| What to work on |
Line by line, copy the entries exactly, excluding the pictures.

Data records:
#####

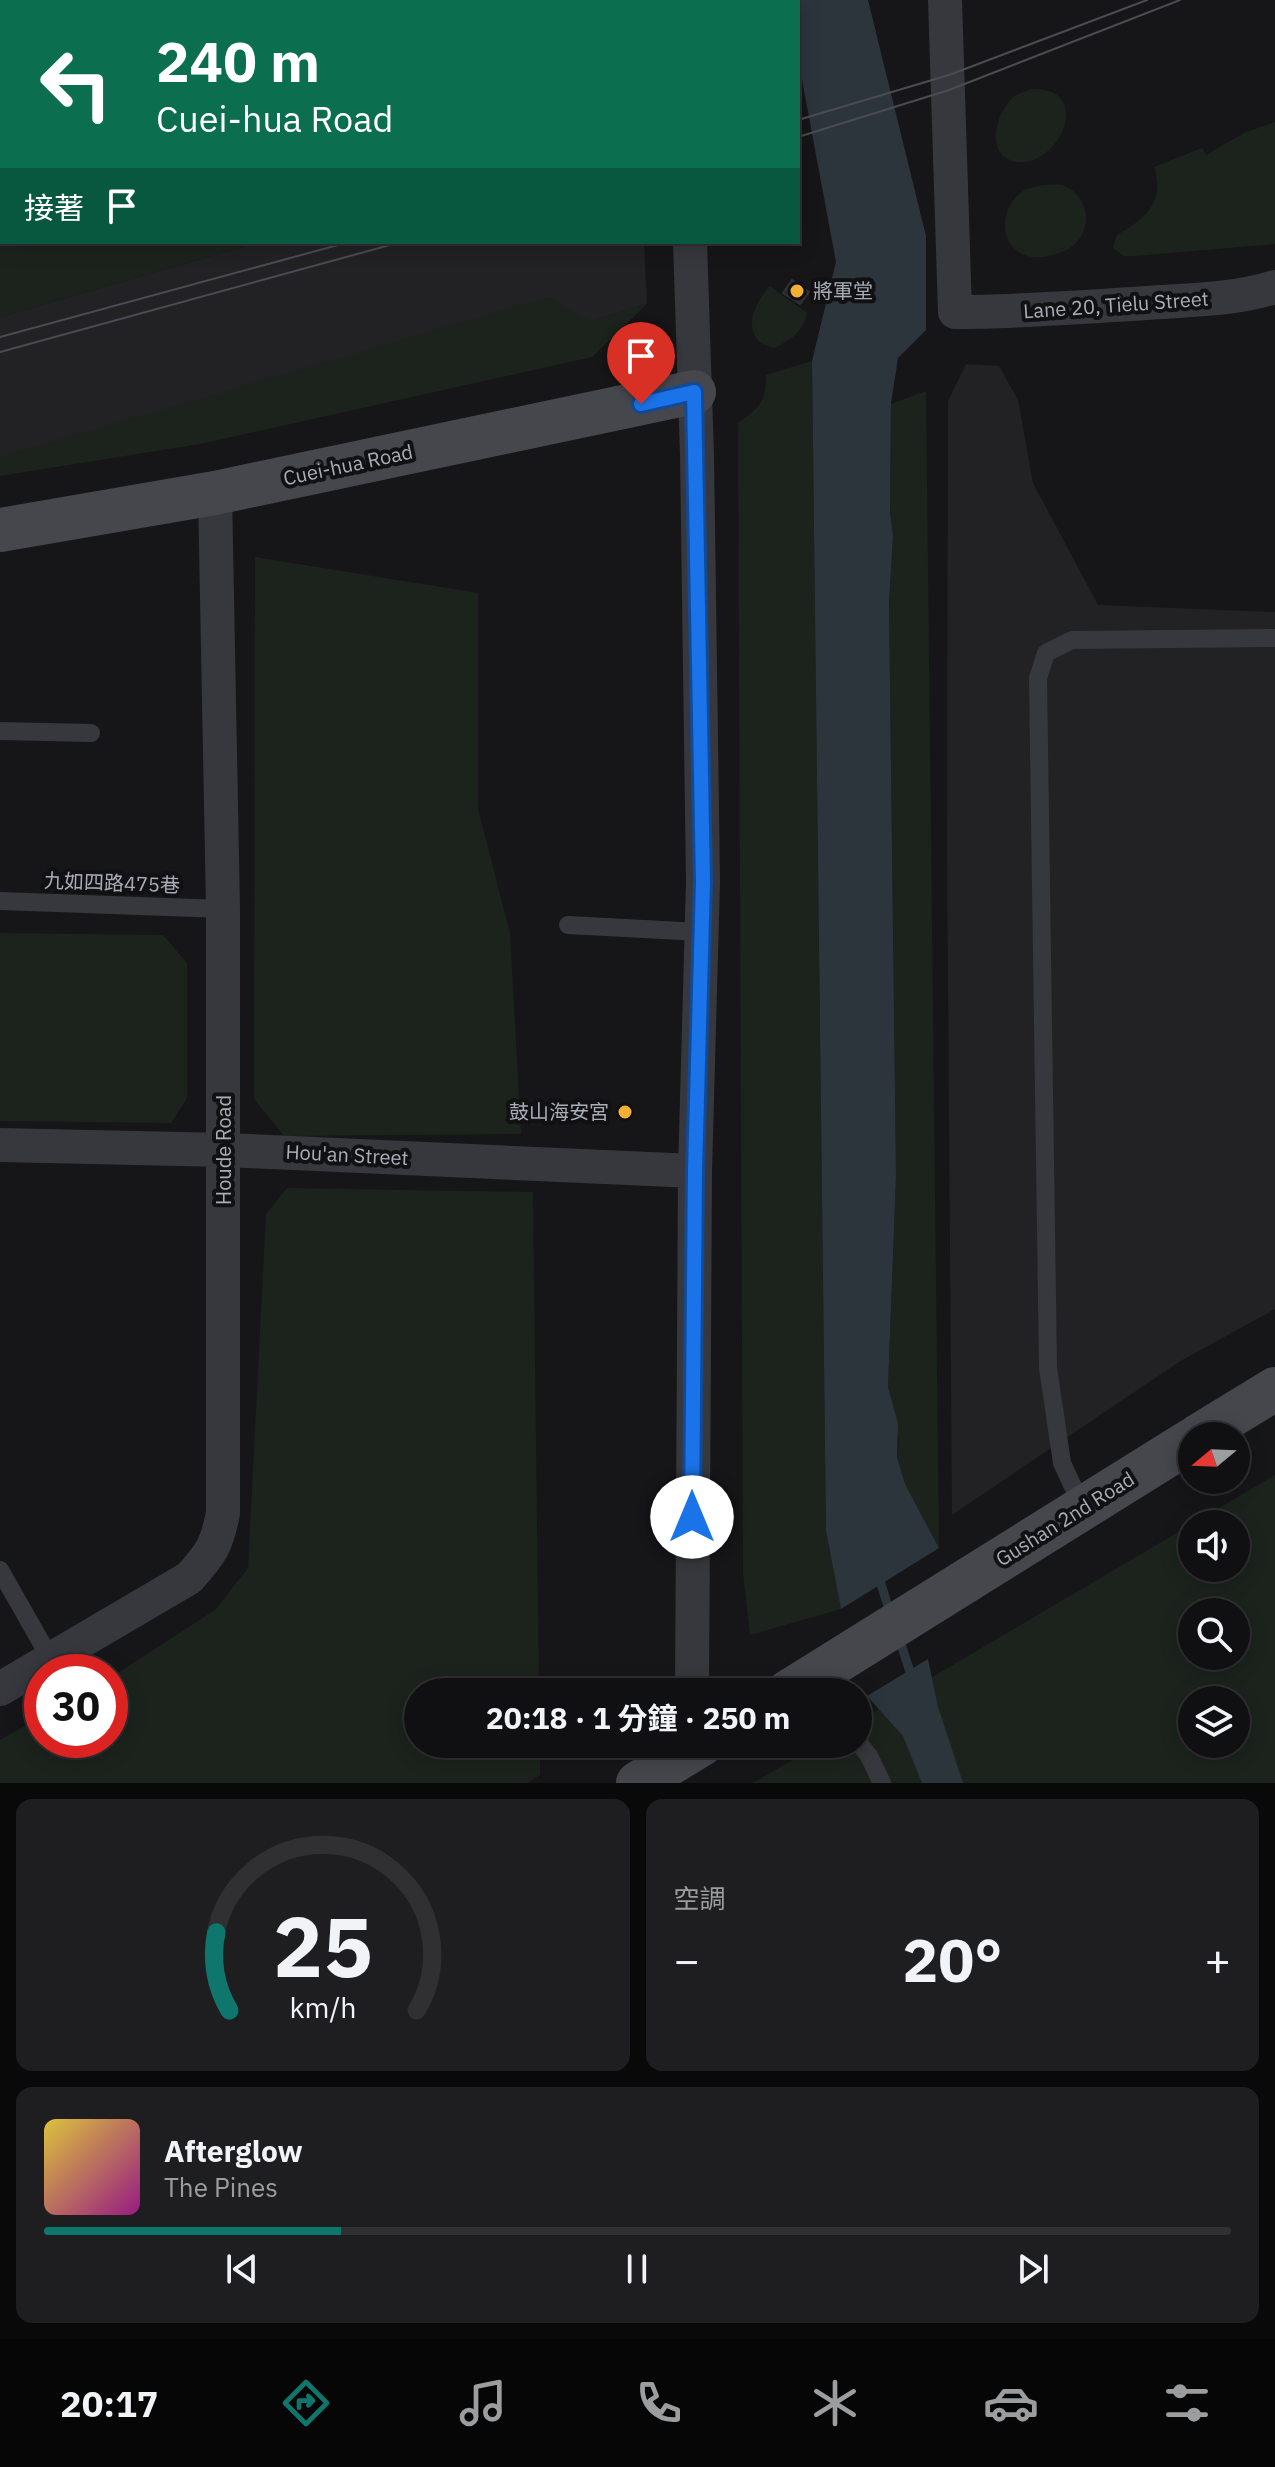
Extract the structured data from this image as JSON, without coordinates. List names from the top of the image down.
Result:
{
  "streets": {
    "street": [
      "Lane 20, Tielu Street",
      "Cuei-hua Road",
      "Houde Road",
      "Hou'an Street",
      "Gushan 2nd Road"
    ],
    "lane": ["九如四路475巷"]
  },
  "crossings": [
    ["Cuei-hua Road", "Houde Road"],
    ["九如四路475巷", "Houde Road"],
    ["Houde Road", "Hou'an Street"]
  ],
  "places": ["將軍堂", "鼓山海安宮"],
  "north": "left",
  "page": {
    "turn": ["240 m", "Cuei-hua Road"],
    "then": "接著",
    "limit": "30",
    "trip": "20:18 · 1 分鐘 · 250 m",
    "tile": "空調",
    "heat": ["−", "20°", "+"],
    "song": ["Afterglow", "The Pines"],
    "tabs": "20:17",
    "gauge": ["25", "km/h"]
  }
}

#####

| Exercise answer |
Extract the structured data from this image as JSON, without coordinates. List names from the top of the image down.
Result:
{
  "streets": {
    "street": [
      "Lane 20, Tielu Street",
      "Cuei-hua Road",
      "Houde Road",
      "Hou'an Street",
      "Gushan 2nd Road"
    ],
    "lane": ["九如四路475巷"]
  },
  "crossings": [
    ["Cuei-hua Road", "Houde Road"],
    ["九如四路475巷", "Houde Road"],
    ["Houde Road", "Hou'an Street"]
  ],
  "places": ["將軍堂", "鼓山海安宮"],
  "north": "left",
  "page": {
    "turn": ["240 m", "Cuei-hua Road"],
    "then": "接著",
    "limit": "30",
    "trip": "20:18 · 1 分鐘 · 250 m",
    "tile": "空調",
    "heat": ["−", "20°", "+"],
    "song": ["Afterglow", "The Pines"],
    "tabs": "20:17",
    "gauge": ["25", "km/h"]
  }
}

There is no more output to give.